* What is needed
Retrieve each line that contains the word "positions" from the entries below.

* Exercise input
• • •

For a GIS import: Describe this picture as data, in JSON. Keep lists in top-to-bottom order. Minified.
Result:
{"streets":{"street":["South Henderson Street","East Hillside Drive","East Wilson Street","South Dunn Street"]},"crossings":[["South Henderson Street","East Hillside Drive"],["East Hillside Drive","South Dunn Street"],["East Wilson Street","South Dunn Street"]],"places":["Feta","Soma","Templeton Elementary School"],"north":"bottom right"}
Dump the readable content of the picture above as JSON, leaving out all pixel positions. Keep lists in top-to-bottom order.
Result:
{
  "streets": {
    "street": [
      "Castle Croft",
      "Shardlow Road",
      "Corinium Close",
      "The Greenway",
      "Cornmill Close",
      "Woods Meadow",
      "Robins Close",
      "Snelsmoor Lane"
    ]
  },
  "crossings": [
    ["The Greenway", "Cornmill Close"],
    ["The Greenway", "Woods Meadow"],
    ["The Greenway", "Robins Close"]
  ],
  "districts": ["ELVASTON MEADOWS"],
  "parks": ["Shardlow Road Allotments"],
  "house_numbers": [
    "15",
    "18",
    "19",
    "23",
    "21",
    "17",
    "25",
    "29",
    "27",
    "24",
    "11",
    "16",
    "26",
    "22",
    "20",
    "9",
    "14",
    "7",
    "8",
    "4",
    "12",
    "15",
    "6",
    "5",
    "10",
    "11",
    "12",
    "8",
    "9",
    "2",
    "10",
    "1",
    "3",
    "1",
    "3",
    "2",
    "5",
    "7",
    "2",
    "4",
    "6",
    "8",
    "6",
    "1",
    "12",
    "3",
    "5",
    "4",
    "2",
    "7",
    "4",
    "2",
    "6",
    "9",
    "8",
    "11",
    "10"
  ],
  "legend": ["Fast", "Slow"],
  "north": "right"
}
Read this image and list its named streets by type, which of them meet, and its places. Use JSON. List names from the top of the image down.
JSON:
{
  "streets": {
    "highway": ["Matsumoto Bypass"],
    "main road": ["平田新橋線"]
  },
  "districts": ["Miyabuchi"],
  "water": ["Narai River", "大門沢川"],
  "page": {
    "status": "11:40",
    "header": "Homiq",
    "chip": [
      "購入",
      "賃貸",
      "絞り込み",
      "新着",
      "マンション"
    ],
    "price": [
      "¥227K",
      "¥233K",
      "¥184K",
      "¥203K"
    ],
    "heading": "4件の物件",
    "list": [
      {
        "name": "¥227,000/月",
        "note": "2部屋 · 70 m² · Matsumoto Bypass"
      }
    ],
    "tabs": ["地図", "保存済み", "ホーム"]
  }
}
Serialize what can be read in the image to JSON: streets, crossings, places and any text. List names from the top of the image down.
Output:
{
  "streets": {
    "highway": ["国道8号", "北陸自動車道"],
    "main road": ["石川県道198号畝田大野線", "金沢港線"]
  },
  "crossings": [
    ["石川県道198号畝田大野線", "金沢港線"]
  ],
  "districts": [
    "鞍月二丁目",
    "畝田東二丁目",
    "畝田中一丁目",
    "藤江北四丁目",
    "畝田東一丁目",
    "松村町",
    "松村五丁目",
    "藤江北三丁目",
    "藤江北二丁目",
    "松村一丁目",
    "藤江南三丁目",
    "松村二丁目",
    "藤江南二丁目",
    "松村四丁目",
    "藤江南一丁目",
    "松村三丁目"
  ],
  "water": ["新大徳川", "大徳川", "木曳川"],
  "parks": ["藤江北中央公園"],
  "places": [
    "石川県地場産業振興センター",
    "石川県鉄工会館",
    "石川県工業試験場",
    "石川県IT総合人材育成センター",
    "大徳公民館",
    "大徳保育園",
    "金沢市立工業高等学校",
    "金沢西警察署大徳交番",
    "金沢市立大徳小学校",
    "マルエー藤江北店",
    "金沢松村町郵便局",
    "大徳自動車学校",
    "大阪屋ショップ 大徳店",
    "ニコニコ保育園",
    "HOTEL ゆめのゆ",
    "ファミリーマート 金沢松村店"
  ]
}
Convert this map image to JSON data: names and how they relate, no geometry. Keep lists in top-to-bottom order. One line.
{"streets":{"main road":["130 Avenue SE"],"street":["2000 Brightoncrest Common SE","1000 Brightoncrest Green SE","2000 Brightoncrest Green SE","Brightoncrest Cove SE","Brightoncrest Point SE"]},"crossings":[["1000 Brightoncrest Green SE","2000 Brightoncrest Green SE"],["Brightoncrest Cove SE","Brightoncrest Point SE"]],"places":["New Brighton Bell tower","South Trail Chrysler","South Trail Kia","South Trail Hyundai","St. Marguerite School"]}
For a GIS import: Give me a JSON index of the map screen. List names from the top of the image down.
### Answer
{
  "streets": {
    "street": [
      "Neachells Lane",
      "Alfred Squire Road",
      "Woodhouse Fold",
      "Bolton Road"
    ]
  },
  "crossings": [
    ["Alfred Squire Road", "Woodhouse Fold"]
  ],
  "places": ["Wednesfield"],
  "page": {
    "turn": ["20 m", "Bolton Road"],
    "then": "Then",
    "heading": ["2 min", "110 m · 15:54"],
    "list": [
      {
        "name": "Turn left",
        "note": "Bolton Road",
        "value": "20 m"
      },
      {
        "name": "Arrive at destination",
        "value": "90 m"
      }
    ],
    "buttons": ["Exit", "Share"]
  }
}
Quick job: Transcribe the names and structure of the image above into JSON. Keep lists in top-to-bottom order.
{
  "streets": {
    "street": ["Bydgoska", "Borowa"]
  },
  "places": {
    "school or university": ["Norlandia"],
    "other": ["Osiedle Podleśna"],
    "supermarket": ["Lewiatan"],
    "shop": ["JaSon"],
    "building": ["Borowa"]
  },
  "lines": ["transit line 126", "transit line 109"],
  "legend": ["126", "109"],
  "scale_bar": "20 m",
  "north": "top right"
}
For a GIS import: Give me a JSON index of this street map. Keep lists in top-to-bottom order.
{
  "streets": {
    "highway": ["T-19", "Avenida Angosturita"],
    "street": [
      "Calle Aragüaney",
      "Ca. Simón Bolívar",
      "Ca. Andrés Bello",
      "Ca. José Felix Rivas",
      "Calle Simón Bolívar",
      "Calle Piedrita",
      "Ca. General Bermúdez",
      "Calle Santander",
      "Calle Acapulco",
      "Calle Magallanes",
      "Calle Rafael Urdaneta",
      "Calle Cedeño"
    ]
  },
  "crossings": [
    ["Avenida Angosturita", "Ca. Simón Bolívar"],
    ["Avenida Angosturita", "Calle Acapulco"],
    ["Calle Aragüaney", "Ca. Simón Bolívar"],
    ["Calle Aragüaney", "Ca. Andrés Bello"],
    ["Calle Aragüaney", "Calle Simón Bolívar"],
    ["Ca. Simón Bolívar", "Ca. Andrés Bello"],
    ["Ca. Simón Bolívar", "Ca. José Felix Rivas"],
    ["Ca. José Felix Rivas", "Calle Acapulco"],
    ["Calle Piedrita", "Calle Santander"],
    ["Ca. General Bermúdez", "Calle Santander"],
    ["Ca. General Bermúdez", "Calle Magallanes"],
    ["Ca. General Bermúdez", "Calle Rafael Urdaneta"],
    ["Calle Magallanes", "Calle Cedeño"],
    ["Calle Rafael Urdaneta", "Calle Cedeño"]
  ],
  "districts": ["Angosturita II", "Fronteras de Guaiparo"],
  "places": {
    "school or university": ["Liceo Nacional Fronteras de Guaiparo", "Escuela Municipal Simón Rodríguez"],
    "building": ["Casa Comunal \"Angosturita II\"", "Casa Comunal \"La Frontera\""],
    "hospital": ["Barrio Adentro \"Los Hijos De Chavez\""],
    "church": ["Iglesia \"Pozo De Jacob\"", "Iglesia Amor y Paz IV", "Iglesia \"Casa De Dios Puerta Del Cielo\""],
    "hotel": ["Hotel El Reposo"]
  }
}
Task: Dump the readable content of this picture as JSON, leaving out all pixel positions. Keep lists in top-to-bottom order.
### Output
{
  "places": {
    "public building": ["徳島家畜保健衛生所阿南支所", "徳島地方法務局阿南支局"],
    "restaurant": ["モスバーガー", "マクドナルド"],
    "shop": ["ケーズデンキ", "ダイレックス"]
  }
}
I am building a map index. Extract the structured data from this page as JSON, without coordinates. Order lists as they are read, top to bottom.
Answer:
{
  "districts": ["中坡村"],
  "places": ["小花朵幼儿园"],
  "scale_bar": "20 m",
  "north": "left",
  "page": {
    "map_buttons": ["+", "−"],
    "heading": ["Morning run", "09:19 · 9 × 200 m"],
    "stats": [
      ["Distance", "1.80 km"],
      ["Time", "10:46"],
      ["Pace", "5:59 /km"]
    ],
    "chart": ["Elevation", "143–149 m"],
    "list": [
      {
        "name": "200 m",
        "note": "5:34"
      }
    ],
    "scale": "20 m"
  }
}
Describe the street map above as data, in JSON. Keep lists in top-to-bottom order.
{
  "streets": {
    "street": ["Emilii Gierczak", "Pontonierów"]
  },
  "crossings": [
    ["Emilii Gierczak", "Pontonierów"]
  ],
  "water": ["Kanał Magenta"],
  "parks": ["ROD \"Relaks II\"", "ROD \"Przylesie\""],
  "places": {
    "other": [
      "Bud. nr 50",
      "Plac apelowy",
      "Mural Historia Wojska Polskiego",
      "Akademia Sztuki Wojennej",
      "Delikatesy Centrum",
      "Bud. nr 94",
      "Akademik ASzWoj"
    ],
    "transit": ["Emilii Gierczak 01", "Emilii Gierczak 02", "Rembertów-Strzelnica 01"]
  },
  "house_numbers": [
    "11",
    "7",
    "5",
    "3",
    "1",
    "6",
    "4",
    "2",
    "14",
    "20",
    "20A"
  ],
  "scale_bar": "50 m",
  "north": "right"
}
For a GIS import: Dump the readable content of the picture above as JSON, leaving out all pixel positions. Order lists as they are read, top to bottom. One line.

• • •

* Response
Dump the readable content of the picture above as JSON, leaving out all pixel positions. Keep lists in top-to-bottom order.
Task: Dump the readable content of this picture as JSON, leaving out all pixel positions. Keep lists in top-to-bottom order.
For a GIS import: Dump the readable content of the picture above as JSON, leaving out all pixel positions. Order lists as they are read, top to bottom. One line.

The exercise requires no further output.